Dataset records
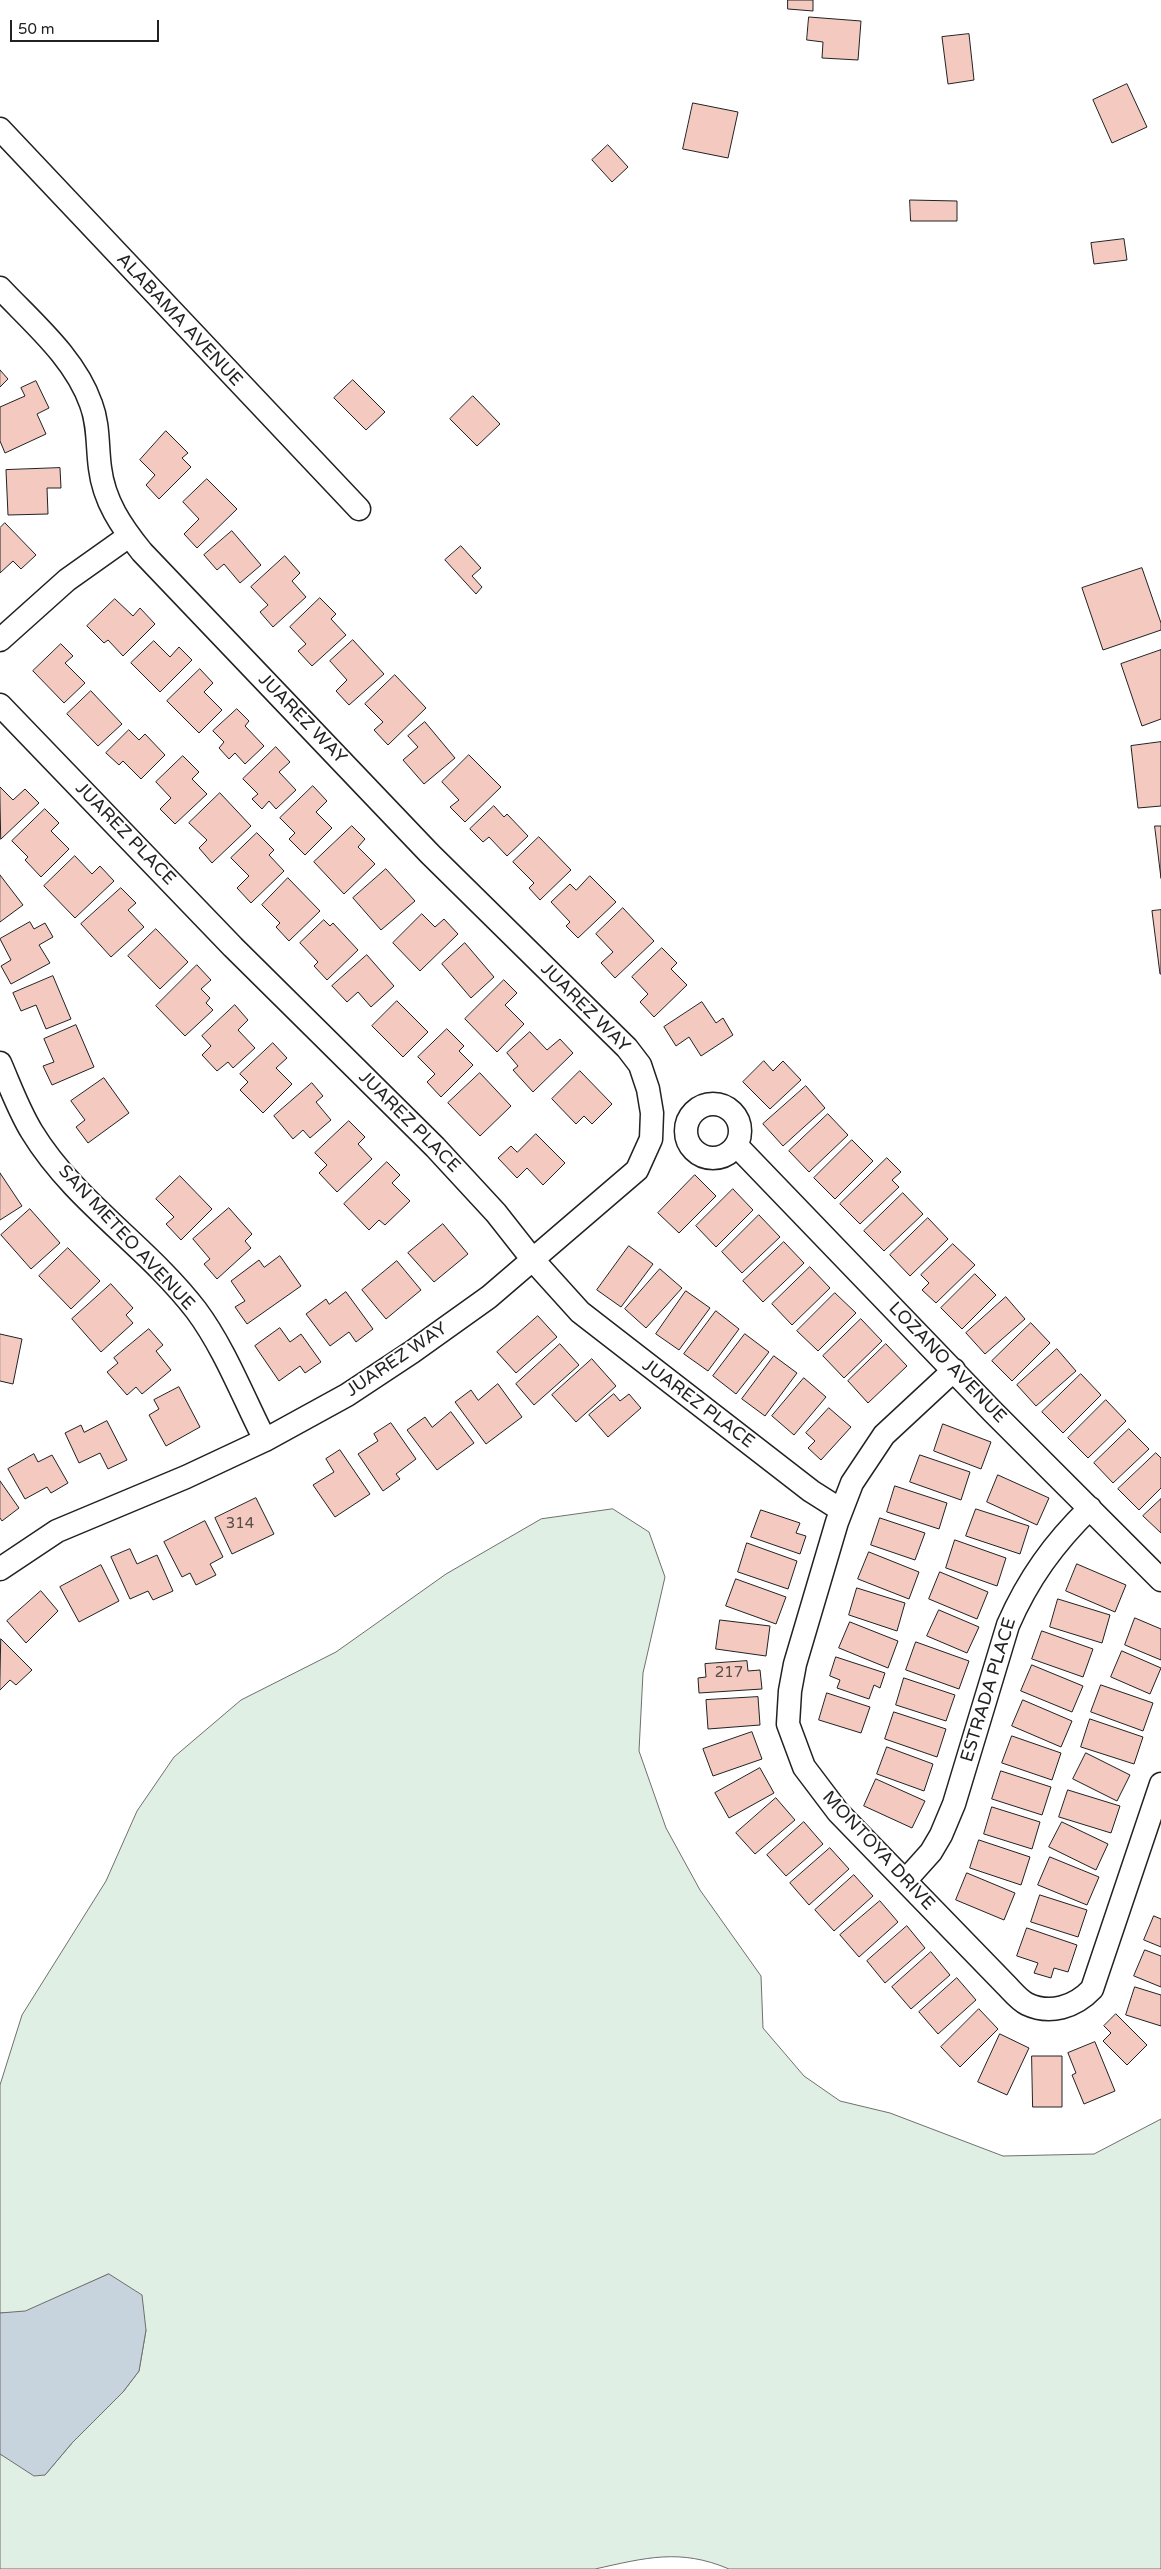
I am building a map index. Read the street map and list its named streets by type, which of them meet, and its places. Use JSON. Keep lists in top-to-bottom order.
{
  "streets": {
    "street": [
      "ALABAMA AVENUE",
      "JUAREZ WAY",
      "JUAREZ PLACE",
      "SAN METEO AVENUE",
      "LOZANO AVENUE",
      "ESTRADA PLACE",
      "MONTOYA DRIVE"
    ]
  },
  "crossings": [
    ["JUAREZ WAY", "JUAREZ PLACE"],
    ["JUAREZ WAY", "SAN METEO AVENUE"],
    ["JUAREZ PLACE", "MONTOYA DRIVE"],
    ["LOZANO AVENUE", "ESTRADA PLACE"],
    ["LOZANO AVENUE", "MONTOYA DRIVE"],
    ["ESTRADA PLACE", "MONTOYA DRIVE"]
  ],
  "house_numbers": ["314", "217"],
  "scale_bar": "50 m"
}
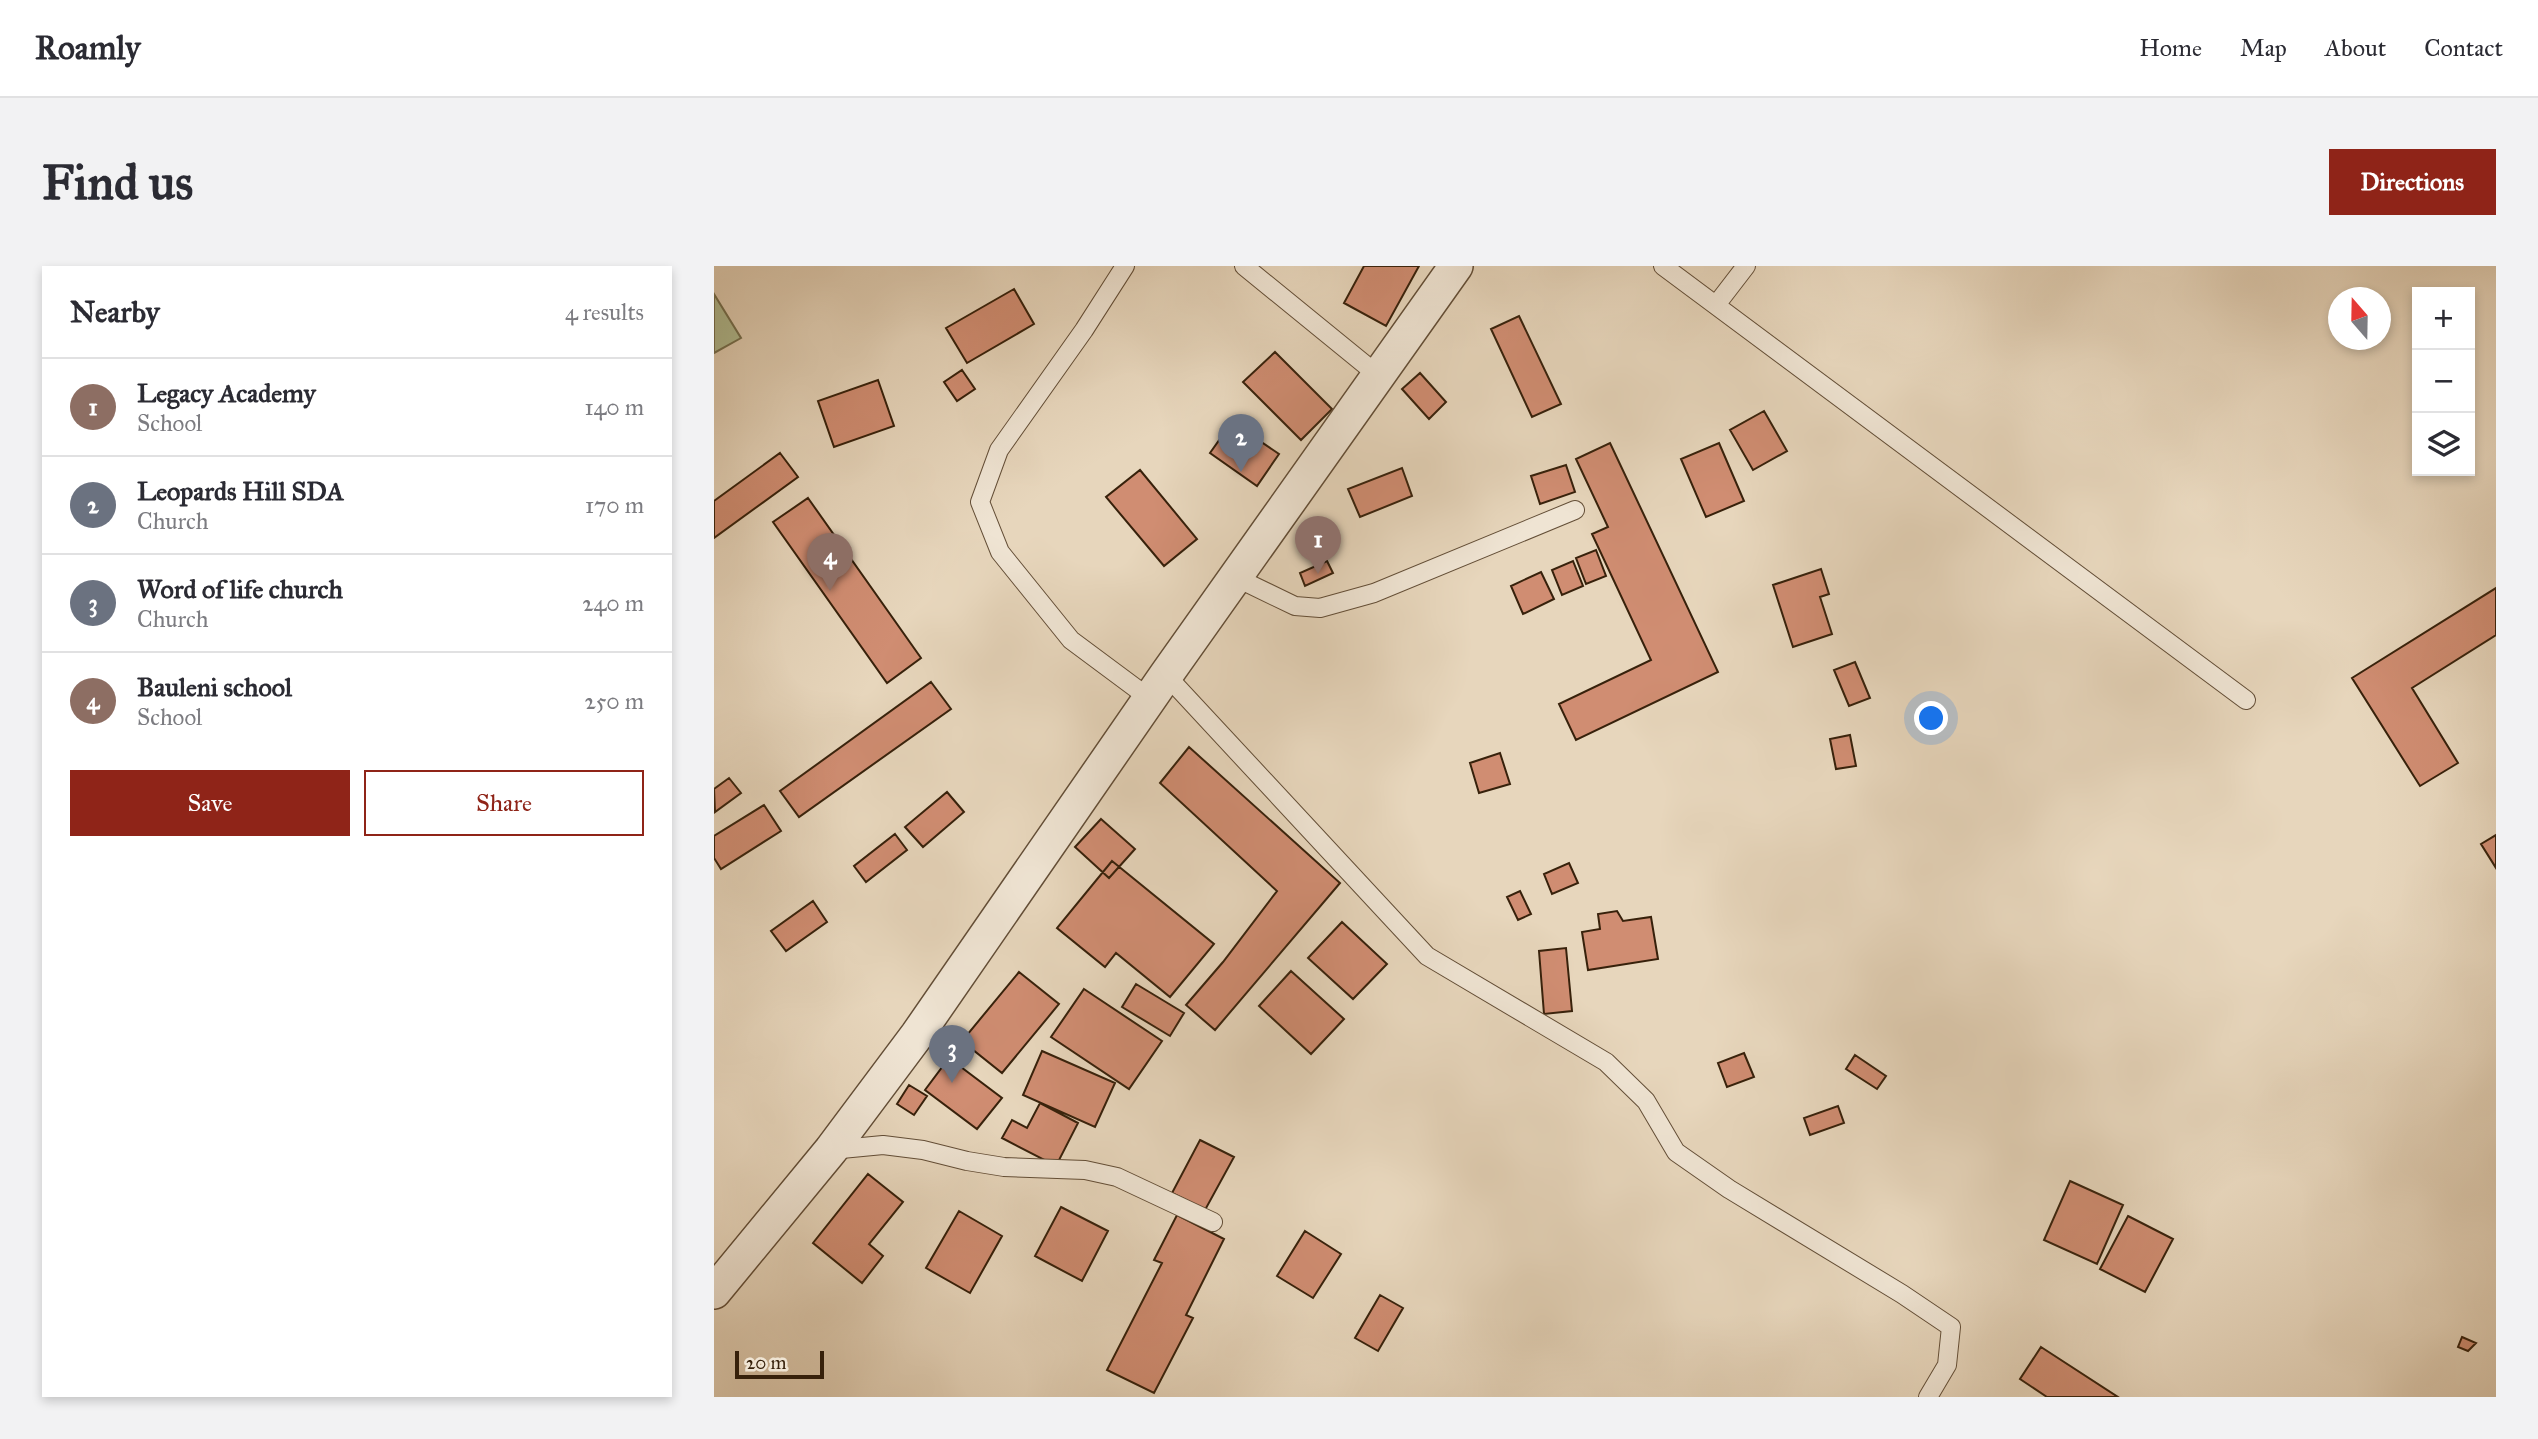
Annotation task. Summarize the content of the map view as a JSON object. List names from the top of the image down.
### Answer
{
  "scale_bar": "20 m",
  "north": "top",
  "page": {
    "header": "Roamly",
    "nav": [
      "Home",
      "Map",
      "About",
      "Contact"
    ],
    "buttons": [
      "Directions",
      ["Save", "Share"]
    ],
    "title": "Find us",
    "heading": ["Nearby", "4 results"],
    "map_buttons": ["+", "−"],
    "list": [
      {
        "mark": "1",
        "name": "Legacy Academy",
        "note": "School",
        "value": "140 m"
      },
      {
        "mark": "2",
        "name": "Leopards Hill SDA",
        "note": "Church",
        "value": "170 m"
      },
      {
        "mark": "3",
        "name": "Word of life church",
        "note": "Church",
        "value": "240 m"
      },
      {
        "mark": "4",
        "name": "Bauleni school",
        "note": "School",
        "value": "250 m"
      }
    ],
    "pins": [
      "2",
      "1",
      "4",
      "3"
    ],
    "scale": "20 m"
  }
}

About this task
An exact copy is needed of only the lines from the top of the material through the line with "Annotation task. Summarize"; no pictures belong in it.

Task output
I am building a map index. Read the street map and list its named streets by type, which of them meet, and its places. Use JSON. Keep lists in top-to-bottom order.
{
  "streets": {
    "street": [
      "ALABAMA AVENUE",
      "JUAREZ WAY",
      "JUAREZ PLACE",
      "SAN METEO AVENUE",
      "LOZANO AVENUE",
      "ESTRADA PLACE",
      "MONTOYA DRIVE"
    ]
  },
  "crossings": [
    ["JUAREZ WAY", "JUAREZ PLACE"],
    ["JUAREZ WAY", "SAN METEO AVENUE"],
    ["JUAREZ PLACE", "MONTOYA DRIVE"],
    ["LOZANO AVENUE", "ESTRADA PLACE"],
    ["LOZANO AVENUE", "MONTOYA DRIVE"],
    ["ESTRADA PLACE", "MONTOYA DRIVE"]
  ],
  "house_numbers": ["314", "217"],
  "scale_bar": "50 m"
}
Annotation task. Summarize the content of the map view as a JSON object. List names from the top of the image down.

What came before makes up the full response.